Prendiamo il caso dei migranti. Abbiamo dovuto ascoltare per mesi la storiella che l’afflusso massiccio di milioni di migranti avrebbe risolto i problemi di crescita e di invecchiamento dell’Europa. Fino a quando a dirlo è qualche economista universitario, magari anche con un Premio Nobel appeso alla parete, può anche andare bene. Potremmo considerarla una specie di provocazione intellettuale rispetto alla quale confrontarsi prima di definire l’azione politica. I modelli che applicano gli economisti moderni sono dei giocattolini matematici che servono solo per le pubblicazioni accademiche. C’è una bella funzione di produzione, con capitale e lavoro come input. Basta aumentare uno dei due fattori di produzione, in questo caso il lavoro, e aumenta il PIL. In questi modelli non c’è spazio per i mercati finanziari, figuriamoci se viene modellata la complessità dell’interazione sociale e dell’integrazione culturale. Il problema è quando la tecnocrazia e la politica ci credono. Una posizione tra l’altro comoda: se un fenomeno è “buono”, perché agire?
E’, invece, evidente a qualunque persona di buon senso che ci sono limiti alla capacità di assorbimento. Non si tratta di limiti geografici o di limiti alle risorse di prima accoglienza: con un decimo del nostro guardaroba e tutto il cibo che sprechiamo potremmo vestire e dar da mangiare a milioni di migranti. E il Continente europeo è sufficientemente esteso per accoglierli tutti. Il problema è l’integrazione, cioè le risorse necessarie per l’accoglienza di lungo periodo. Perché i migranti non vogliono vivere in un centro di accoglienza o dispersi nelle campagne. Sono esseri sociali come noi e come noi vogliono stare insieme e vivere tra di loro e con noi. Non vogliono vivere di carità o lavorare per un tozzo di pane, ma hanno aspettative. Aspettative forse inizialmente basse, ma che poi giustamente si alzano e diventano uguali a quelle degli autoctoni al più tardi alla seconda generazione.

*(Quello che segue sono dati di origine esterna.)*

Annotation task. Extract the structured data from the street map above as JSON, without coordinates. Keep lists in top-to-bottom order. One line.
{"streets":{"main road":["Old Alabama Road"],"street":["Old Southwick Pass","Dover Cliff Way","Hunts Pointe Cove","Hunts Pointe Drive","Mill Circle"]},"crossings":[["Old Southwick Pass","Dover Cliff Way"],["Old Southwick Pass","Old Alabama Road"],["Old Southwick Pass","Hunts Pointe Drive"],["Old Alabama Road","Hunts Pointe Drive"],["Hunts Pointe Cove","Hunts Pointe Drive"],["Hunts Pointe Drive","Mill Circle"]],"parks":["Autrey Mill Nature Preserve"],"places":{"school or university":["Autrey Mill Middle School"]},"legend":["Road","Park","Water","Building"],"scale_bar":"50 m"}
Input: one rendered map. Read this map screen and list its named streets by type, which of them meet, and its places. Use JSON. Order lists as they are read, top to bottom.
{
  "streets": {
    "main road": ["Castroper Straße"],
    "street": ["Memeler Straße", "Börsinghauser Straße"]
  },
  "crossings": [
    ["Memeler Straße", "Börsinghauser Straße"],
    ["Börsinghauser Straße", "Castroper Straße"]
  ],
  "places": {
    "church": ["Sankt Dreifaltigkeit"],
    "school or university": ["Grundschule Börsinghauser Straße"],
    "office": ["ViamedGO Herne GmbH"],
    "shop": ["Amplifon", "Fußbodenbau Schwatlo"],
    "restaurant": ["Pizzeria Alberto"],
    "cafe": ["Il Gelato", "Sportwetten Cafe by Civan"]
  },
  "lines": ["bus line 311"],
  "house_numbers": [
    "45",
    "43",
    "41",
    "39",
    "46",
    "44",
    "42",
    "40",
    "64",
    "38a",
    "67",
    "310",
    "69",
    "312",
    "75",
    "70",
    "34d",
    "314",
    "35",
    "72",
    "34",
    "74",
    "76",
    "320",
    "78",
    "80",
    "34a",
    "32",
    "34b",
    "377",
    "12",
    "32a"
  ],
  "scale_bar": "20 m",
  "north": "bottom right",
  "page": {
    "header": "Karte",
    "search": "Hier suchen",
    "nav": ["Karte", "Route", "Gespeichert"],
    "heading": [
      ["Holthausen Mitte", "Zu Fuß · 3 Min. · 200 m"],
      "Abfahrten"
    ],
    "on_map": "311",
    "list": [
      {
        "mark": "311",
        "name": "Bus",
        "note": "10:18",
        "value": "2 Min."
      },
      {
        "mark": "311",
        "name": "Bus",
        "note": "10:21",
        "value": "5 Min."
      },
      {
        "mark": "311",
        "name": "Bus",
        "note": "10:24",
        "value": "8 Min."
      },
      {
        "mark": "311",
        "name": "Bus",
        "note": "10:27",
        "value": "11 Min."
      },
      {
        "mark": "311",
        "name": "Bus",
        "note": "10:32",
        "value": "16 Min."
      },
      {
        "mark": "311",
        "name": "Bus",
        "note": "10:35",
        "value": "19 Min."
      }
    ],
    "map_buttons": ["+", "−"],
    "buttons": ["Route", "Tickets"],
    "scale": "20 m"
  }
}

Le risorse di natura economica, sociale e culturale assorbite da un processo di integrazione sono tanto maggiori quanto più è concentrato l’afflusso nel tempo e quanto più distanti sono le radici culturali dei migranti rispetto alla popolazione di accoglienza. In questo l’Europa non ha una propria specificità e sicuramente non è più ricca di un paese-continente come gli Stati Uniti, dove invece l’immigrazione è oggetto di Politiche con la P maiuscola. Il milione di rifugiati arrivati in Germania nel 2015 sarebbero un problema enorme anche se fossero tutte coppie di ingegneri elettronici, giovani e felicemente sposati con due figli.
Le critiche pesantissime della Commissione europea nei confronti della Grecia per la salvaguardia dei confini esterni della UE sono un tipico esempio di schizofrenia europea. Si chiede alla Grecia (e all’Italia) di presidiare i confini esterni della UE, ma non si ha il coraggio di specificare che questo significa lasciare morire i migranti in mare, rifiutando l’approdo o il salvataggio.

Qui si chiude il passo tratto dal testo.